▶ **DATA RECORDS**
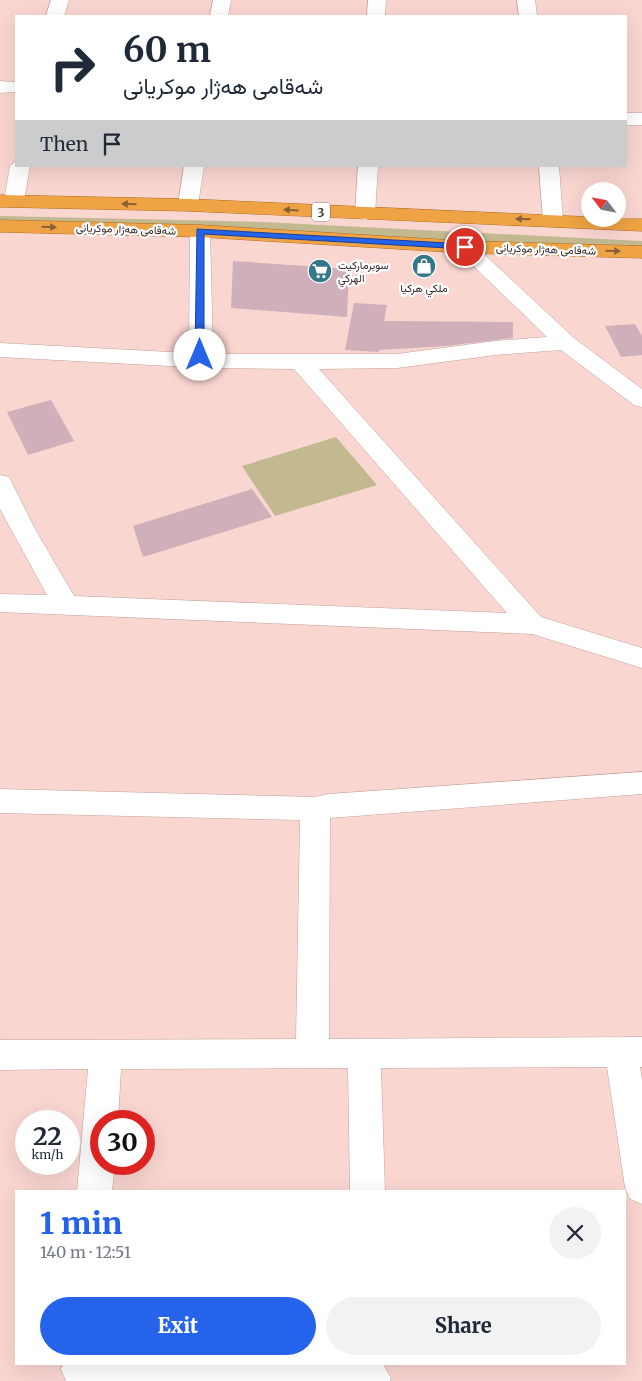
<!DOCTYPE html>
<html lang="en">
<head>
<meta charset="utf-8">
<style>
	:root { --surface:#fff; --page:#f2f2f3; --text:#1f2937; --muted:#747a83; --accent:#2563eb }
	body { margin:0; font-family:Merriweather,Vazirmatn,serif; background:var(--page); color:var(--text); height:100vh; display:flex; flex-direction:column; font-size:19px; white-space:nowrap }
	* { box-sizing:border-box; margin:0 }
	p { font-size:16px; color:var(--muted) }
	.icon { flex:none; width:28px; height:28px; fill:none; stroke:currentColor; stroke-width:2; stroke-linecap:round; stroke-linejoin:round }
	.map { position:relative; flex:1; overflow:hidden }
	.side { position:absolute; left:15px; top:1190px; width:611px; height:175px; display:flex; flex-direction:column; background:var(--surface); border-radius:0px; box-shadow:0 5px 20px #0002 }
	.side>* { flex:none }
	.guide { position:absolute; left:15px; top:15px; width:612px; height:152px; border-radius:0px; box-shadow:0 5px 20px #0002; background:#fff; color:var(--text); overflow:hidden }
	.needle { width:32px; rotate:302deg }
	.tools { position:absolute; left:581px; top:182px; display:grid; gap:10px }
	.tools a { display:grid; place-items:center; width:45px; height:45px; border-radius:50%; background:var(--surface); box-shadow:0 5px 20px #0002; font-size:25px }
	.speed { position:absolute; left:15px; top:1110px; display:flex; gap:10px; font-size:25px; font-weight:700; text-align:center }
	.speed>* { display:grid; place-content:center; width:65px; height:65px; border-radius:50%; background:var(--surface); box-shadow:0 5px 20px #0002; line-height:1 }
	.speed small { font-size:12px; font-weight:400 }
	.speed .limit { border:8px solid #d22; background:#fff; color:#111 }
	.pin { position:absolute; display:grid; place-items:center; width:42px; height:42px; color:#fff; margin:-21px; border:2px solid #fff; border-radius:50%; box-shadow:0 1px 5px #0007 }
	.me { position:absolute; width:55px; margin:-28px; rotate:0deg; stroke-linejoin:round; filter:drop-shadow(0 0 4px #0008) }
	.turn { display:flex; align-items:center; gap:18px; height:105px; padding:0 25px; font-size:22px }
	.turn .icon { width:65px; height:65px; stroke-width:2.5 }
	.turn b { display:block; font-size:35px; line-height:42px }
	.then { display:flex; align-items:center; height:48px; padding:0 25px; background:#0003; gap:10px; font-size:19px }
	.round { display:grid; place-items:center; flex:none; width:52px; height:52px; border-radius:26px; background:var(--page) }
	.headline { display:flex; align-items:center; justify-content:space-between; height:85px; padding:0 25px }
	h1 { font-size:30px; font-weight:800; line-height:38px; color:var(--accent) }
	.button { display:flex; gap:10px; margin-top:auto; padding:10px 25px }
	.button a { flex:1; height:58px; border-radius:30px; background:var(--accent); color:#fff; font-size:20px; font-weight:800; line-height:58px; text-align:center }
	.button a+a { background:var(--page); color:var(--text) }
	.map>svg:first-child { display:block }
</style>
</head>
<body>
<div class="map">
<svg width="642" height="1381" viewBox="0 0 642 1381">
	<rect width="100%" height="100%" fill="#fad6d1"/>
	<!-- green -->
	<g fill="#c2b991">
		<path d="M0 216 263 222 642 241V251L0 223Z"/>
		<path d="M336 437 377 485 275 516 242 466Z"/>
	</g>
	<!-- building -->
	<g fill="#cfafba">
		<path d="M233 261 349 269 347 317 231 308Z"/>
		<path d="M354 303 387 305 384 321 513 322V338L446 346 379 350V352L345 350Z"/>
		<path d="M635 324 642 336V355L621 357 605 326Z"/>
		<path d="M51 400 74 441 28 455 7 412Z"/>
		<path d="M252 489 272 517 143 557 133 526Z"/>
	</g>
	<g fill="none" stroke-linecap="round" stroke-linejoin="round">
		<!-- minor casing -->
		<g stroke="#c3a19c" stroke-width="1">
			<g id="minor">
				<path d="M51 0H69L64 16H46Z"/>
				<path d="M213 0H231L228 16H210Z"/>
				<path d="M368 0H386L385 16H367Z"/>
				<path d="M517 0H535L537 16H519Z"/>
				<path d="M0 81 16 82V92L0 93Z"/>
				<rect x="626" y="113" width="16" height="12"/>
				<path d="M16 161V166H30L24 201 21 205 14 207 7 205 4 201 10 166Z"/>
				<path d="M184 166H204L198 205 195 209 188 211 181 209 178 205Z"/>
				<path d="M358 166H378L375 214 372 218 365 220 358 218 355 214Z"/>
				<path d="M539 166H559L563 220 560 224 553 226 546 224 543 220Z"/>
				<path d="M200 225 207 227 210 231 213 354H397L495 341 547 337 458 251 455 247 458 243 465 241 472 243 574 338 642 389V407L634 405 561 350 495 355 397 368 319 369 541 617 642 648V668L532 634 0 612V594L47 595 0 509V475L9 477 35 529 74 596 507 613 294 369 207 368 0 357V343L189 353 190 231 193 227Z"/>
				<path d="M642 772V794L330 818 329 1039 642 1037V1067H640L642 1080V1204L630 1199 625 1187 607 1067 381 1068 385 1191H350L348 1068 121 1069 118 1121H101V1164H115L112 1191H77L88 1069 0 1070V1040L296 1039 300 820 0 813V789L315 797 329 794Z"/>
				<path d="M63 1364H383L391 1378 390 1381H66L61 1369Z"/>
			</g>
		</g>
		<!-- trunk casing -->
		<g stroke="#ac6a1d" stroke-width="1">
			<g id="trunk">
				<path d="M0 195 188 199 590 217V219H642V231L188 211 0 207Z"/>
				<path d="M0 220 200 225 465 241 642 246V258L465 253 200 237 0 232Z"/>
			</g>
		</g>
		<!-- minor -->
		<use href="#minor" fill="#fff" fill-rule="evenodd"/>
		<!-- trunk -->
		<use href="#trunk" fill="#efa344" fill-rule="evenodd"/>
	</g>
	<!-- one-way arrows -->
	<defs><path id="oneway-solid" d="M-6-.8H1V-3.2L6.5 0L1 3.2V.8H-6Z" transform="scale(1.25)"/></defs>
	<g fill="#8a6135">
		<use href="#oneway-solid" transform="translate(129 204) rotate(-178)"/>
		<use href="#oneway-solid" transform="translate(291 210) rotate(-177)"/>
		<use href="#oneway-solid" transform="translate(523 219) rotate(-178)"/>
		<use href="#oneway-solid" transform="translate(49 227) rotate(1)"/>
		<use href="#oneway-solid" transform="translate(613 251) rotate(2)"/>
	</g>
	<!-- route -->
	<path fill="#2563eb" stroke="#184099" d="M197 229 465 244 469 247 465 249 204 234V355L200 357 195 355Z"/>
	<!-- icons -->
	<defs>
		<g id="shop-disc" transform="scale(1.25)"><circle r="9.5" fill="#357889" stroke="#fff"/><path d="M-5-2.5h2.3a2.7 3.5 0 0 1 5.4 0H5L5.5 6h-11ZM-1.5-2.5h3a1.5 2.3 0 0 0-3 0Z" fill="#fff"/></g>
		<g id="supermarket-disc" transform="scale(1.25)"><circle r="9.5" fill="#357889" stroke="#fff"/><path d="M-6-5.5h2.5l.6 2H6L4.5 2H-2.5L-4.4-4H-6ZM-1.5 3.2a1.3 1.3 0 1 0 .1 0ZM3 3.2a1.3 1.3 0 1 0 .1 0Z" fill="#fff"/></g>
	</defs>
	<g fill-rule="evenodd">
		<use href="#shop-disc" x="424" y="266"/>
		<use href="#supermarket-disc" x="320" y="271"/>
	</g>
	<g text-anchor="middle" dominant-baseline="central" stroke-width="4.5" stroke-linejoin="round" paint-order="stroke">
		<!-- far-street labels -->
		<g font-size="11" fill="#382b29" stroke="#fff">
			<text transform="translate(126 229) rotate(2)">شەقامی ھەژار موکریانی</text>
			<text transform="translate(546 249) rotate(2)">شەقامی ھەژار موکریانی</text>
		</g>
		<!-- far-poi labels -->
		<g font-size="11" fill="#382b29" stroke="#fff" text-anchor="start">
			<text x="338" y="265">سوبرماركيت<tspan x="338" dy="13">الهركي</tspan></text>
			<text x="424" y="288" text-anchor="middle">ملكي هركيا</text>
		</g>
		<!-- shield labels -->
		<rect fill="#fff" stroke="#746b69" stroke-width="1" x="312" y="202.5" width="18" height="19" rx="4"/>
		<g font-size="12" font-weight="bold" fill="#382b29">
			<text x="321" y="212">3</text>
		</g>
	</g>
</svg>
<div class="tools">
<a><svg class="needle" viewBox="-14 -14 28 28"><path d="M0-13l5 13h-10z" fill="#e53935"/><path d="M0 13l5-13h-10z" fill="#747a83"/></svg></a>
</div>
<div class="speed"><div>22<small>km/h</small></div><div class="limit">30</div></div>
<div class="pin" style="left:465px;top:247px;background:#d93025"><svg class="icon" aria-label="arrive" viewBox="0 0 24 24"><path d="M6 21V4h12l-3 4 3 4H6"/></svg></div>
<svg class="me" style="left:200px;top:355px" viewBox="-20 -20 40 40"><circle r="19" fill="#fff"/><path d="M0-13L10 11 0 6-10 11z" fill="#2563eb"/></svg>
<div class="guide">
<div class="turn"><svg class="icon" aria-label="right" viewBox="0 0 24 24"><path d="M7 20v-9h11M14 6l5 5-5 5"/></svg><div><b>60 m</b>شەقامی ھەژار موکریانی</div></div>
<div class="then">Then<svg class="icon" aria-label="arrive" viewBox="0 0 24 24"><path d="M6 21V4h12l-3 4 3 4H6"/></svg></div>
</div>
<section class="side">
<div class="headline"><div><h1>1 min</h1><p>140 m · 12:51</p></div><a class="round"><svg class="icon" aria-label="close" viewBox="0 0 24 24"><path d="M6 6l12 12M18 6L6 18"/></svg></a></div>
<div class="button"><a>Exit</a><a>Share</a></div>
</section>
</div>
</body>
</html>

==

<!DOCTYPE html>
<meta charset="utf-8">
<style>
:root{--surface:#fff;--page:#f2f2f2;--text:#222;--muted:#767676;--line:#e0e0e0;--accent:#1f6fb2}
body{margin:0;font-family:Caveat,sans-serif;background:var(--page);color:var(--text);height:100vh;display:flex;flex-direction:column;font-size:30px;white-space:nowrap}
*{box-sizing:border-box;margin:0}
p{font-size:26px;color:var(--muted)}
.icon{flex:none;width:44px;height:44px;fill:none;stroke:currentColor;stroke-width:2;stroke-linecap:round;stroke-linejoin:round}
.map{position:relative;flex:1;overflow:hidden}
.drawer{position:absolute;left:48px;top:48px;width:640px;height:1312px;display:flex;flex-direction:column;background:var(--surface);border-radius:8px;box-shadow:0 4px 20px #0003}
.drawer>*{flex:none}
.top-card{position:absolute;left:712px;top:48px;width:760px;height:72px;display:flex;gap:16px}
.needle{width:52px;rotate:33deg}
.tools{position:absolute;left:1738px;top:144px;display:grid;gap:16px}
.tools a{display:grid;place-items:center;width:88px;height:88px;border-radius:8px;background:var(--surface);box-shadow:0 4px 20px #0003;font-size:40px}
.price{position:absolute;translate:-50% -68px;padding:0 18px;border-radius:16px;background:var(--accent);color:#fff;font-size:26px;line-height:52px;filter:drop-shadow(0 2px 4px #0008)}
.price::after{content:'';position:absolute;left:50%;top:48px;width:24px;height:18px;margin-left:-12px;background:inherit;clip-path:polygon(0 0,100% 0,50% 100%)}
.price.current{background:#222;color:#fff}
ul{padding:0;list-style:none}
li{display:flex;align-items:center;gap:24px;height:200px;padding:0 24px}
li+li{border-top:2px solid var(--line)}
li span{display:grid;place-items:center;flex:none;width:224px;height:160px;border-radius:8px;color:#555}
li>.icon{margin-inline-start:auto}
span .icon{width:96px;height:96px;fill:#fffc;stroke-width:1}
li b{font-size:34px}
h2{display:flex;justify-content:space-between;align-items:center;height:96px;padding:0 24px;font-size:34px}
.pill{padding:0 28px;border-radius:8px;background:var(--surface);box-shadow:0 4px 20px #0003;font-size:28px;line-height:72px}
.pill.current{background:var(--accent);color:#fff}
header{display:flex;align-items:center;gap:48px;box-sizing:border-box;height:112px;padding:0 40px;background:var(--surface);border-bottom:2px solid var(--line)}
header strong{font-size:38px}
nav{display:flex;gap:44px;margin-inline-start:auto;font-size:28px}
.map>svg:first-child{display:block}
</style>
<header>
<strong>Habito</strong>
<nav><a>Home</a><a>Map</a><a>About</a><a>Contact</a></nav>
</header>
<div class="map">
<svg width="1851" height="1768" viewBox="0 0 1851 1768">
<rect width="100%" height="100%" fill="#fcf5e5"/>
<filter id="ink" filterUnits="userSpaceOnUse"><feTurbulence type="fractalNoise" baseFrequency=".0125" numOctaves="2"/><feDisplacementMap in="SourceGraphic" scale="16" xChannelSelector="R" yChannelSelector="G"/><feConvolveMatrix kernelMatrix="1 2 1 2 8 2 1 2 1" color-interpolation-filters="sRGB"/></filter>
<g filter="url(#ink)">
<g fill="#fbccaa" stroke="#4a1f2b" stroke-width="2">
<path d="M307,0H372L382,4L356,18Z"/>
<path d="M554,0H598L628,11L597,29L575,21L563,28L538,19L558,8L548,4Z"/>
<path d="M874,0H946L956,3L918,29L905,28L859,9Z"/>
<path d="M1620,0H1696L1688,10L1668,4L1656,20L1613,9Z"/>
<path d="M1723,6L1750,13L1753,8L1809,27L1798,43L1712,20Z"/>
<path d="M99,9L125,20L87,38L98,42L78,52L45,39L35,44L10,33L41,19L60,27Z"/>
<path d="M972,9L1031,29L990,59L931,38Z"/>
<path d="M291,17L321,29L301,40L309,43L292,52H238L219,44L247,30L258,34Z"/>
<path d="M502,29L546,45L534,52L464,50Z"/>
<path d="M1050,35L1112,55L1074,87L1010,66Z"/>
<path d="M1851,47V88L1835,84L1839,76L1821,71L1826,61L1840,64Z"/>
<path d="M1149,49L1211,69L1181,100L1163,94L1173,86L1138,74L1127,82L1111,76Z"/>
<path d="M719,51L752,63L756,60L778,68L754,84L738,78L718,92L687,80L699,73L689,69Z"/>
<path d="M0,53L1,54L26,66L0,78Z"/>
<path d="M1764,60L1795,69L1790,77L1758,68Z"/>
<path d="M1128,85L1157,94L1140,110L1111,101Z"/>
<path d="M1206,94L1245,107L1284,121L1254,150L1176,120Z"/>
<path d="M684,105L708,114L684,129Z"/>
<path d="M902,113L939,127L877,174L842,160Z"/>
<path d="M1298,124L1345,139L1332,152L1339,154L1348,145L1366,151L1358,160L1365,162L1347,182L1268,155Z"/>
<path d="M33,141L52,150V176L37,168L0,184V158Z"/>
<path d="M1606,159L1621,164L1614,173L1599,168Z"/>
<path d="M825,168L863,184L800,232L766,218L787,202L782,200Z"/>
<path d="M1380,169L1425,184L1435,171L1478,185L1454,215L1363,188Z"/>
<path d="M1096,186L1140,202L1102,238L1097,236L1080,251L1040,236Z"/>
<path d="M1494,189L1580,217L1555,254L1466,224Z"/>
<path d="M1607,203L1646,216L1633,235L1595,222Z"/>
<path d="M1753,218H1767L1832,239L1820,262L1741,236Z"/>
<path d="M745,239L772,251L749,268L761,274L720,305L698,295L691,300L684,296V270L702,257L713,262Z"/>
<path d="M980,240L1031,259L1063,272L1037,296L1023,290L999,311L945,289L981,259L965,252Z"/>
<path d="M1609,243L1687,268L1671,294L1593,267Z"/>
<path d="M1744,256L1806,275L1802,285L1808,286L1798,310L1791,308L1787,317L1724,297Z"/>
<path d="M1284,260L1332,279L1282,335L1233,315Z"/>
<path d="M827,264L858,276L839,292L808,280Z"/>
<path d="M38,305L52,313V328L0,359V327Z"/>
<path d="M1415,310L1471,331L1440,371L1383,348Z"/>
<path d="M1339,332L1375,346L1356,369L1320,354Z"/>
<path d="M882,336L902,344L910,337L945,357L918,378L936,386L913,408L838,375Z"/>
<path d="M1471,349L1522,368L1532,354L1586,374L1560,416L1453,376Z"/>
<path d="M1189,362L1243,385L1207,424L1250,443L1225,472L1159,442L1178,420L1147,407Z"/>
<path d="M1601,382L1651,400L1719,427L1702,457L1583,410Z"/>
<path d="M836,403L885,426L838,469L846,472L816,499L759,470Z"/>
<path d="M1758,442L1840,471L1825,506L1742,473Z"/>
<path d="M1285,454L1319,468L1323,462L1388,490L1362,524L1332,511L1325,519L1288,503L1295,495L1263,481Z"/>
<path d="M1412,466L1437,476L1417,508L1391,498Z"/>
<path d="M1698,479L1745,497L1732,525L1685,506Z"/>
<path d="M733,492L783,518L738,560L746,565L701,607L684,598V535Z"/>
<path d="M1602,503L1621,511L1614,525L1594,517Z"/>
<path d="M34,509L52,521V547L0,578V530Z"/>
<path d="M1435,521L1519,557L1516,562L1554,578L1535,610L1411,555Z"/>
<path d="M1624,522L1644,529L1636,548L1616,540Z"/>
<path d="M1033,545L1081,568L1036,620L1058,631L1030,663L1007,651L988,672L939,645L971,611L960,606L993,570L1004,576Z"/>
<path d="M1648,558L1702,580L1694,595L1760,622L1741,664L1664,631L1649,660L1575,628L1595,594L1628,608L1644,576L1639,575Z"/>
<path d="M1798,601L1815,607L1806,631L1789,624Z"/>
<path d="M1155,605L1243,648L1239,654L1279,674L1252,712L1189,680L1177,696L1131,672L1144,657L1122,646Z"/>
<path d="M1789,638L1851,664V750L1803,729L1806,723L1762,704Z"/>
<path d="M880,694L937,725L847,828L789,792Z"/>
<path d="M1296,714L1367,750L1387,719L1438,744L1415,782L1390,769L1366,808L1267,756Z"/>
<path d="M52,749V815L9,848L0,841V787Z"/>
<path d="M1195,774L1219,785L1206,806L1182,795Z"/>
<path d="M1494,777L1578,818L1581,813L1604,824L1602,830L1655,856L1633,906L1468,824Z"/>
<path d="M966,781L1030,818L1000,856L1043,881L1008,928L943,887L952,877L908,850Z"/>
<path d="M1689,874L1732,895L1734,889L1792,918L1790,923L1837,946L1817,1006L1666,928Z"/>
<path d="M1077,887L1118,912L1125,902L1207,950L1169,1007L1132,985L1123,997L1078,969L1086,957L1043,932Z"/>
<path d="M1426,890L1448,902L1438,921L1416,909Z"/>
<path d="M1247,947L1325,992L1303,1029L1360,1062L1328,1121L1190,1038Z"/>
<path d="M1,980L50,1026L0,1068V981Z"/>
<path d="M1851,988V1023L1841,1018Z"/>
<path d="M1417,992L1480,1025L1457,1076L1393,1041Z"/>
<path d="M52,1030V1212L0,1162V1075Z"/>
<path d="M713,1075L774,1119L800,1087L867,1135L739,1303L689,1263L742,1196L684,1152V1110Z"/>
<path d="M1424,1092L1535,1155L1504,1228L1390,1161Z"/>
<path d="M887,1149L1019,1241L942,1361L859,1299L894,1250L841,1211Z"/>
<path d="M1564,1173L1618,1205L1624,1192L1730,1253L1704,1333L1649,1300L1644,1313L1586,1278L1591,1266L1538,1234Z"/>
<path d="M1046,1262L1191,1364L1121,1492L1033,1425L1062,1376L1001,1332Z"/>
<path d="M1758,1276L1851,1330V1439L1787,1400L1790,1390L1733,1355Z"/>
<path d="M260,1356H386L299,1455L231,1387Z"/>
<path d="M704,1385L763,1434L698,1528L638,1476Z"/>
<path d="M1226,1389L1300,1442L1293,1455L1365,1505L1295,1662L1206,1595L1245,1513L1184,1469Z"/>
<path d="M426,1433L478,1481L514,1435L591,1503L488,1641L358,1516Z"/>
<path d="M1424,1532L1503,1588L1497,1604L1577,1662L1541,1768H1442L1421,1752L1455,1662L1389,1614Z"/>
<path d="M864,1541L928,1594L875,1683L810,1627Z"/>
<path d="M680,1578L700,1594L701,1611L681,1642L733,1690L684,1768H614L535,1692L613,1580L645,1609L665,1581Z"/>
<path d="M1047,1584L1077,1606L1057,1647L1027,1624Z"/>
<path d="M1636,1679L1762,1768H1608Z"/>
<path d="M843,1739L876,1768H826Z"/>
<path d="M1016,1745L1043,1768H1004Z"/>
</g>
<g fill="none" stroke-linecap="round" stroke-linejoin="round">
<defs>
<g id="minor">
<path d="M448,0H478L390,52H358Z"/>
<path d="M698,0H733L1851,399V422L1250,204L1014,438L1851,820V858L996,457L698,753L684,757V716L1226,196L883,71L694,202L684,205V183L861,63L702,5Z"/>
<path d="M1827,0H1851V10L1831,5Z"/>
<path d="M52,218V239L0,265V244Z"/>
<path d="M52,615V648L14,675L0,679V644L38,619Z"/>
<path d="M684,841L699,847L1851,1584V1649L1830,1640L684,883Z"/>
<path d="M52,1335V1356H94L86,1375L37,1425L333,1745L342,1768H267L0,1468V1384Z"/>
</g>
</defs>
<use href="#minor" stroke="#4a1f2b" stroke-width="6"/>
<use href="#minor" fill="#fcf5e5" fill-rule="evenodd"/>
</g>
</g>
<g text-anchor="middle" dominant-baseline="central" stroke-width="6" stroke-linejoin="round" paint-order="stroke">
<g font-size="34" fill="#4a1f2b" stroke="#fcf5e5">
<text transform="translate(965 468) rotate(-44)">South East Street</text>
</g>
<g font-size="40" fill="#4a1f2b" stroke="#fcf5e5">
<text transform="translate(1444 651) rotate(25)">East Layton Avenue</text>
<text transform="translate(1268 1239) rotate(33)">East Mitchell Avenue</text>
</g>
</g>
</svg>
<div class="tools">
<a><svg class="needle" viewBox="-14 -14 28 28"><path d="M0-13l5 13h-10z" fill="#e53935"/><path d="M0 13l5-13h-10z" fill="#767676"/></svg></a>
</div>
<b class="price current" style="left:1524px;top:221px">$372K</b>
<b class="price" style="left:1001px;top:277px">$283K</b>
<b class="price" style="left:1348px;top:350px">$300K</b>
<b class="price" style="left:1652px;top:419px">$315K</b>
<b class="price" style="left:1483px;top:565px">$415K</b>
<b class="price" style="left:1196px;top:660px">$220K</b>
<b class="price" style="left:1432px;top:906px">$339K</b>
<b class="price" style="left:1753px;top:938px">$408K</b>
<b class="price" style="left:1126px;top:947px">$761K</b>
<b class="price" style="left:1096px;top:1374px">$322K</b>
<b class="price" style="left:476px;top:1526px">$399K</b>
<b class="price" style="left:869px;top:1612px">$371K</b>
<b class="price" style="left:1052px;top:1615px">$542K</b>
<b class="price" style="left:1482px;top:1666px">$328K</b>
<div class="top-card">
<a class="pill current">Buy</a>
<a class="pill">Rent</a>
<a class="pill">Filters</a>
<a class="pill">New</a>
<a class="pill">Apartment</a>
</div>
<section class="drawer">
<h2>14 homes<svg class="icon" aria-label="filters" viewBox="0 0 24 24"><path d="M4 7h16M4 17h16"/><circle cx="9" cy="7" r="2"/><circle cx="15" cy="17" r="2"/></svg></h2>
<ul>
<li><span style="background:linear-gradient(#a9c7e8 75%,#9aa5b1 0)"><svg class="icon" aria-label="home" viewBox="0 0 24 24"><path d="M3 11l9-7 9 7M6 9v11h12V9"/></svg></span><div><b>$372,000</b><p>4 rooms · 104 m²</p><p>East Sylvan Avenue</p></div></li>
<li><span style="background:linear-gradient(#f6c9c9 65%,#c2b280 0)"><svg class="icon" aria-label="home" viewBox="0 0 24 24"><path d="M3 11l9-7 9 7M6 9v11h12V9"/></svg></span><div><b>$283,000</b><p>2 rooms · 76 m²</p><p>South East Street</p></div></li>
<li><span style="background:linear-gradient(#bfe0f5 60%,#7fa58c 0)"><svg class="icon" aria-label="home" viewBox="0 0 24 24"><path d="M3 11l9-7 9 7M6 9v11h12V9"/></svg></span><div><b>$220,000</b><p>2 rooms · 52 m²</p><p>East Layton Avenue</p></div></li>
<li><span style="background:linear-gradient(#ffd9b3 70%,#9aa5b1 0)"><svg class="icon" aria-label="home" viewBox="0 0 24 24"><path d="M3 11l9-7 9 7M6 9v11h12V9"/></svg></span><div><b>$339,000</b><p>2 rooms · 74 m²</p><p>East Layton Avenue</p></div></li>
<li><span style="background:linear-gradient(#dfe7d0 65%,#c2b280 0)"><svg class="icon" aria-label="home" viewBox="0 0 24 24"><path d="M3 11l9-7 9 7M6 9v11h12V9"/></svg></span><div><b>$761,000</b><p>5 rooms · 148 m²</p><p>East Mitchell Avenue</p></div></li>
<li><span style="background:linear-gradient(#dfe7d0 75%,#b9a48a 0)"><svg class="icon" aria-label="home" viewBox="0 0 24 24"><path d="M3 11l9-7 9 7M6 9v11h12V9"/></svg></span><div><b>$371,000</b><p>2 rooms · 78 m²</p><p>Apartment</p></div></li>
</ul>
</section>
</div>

▶ **ABOUT THIS EXERCISE**
In the data above, how many lines hold the word "inline"? Give only the number.

▶ **RESULT BELOW**
2